I guess it will be a wait and see process.

Specializes in LTC, assisted living, med-surg, psych.

I'd rather deal with JCAHO any day than go through another CMS survey. These are the folks who inspect LTC facilities every year, or even more frequently if there are deficiencies---I've seen F-tags given for minor housekeeping issues, such as dust in a kitchen cabinet that doesn't hold anything, and these call for a correction survey in 60 to 90 days. Then, if they find something ELSE wrong with the facility, they tag that and come back again in another 60 days......and so on. JCAHO is no picnic, but at least we only have to deal with them every three years!

We got gigged for having out of date batteries in a layrngoscope handle and not having an eye wash ststion in PT...

I think most of us do more to "PASS THE TEST" than we do to truly change or provide better patient care.
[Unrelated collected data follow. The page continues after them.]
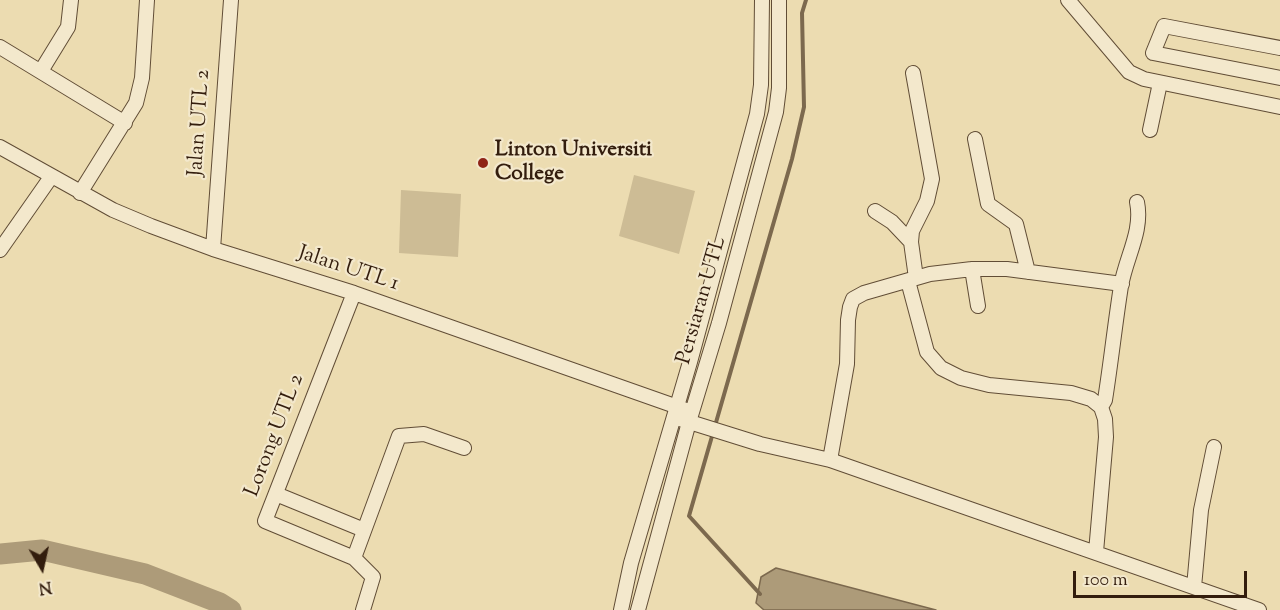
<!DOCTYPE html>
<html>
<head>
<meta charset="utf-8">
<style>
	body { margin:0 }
	#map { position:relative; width:1280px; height:610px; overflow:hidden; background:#ecdcb1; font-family:"Sorts Mill Goudy",serif }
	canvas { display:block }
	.north { position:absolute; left:12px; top:538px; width:60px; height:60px; -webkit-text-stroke:4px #f3e8cc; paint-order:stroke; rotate:171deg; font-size:16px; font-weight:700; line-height:24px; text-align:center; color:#331d0d }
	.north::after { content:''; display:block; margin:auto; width:21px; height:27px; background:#331d0d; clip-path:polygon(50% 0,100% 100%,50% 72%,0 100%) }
	.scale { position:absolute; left:1073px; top:571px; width:174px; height:27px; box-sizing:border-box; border:3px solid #331d0d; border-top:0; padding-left:8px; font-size:18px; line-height:21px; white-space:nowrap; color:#331d0d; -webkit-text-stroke:4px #f3e8cc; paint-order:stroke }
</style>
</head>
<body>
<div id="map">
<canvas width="1280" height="610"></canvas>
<div class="north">N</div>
<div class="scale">100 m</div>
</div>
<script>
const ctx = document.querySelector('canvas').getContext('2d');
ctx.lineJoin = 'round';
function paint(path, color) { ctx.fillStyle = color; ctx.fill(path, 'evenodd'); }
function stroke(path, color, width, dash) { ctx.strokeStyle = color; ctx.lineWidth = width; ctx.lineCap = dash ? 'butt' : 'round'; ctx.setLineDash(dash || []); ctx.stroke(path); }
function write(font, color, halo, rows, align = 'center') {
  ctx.font = font + ' "Sorts Mill Goudy",serif'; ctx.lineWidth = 4.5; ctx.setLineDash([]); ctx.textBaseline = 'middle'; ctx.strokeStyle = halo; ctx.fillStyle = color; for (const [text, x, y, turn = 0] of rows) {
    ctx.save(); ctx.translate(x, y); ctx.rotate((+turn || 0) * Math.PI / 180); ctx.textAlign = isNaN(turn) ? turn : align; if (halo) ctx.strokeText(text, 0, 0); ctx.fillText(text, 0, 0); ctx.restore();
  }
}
paint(new Path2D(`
	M634,175L695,191L679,254L619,236Z
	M401,190L461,194L458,257L399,253Z`), '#cdbc95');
const water = new Path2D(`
	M776,568L936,610H764L756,603L761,577Z`);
paint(water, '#ad9b79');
stroke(water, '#7c694e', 1.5);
stroke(new Path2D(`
	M760,594L689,516L792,159L804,107L802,13L806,0`), '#7c694e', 4);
stroke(new Path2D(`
	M0,554L42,550L145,574L220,603L231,610`), '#ad9b79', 21);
const minor = new Path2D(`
	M1068,0L1129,72L1144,79L1280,107
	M0,47L125,123
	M1280,48L1164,26L1153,53L1280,78
	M41,71L68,27L71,0
	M1150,130L1160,83
	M975,139L988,204L1016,224L1028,272
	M0,147L113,210L151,226L213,249L354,293L692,412
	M80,193L136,103L142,78L147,0
	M875,211L892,222L911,242L916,278
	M911,242L912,231L927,201L932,179L913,73
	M213,249L231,0
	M0,250L51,177
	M972,269L978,306
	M908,281L927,352L941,368L961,378L989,385L1071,393L1091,399L1101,407L1105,419L1106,437L1096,552
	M354,293L265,521L354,558L373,577L363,610
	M1101,407L1105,400C1111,362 1115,324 1121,286C1126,257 1143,231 1137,202
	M680,419L760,444L830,460L1259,610
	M830,460L847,364L848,320L850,307L853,299L864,293L930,274L972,269H1007L1122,284
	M276,494L364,530
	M354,558L399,436L424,434L464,448
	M1194,587L1201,510L1214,447
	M621,610L631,563L690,362L757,114L761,85L762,0
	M638,610L689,422L719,323L776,112L779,88V0`);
stroke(minor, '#614d36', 16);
stroke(minor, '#f3e8cc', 14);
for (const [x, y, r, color] of [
	[483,163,6,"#8f2418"]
]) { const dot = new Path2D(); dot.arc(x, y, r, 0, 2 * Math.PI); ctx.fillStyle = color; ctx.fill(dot); stroke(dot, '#f3e8cc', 2); }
write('21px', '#331d0d', '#f3e8cc', [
	["Jalan UTL 2",201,123,-86],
	["Jalan UTL 1",348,270,18],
	["Persiaran UTL",703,301,-74],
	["Lorong UTL 2",276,436,-69]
]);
write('bold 21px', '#331d0d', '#f3e8cc', [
	["Linton Universiti",495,151],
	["College",495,175]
], 'left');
</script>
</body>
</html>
We pass the test and go back to doing exactly what we were the week before.

Yes, I am hot about the abbreviation list....

Specializes in Med-Surg, Long Term Care.
Originally posted by 2rntish

I think most of us do more to "PASS THE TEST" than we do to truly change or provide better patient care. We pass the test and go back to doing exactly what we were the week before.

Yes, I am hot about the abbreviation list....

AMEN about the "PASS THE TEST" mentality. At least our unit is cleaner and better organized than it's ever been in the past 3 years!

And the abbreviation list-- I'm SURE we must've gotten demerits-- or whatever they give you-- for all the MD's writing "cc" rather than ml. Most of the nurses changed to ml, but the docs still write IV orders and others with "cc". Old habits die hard.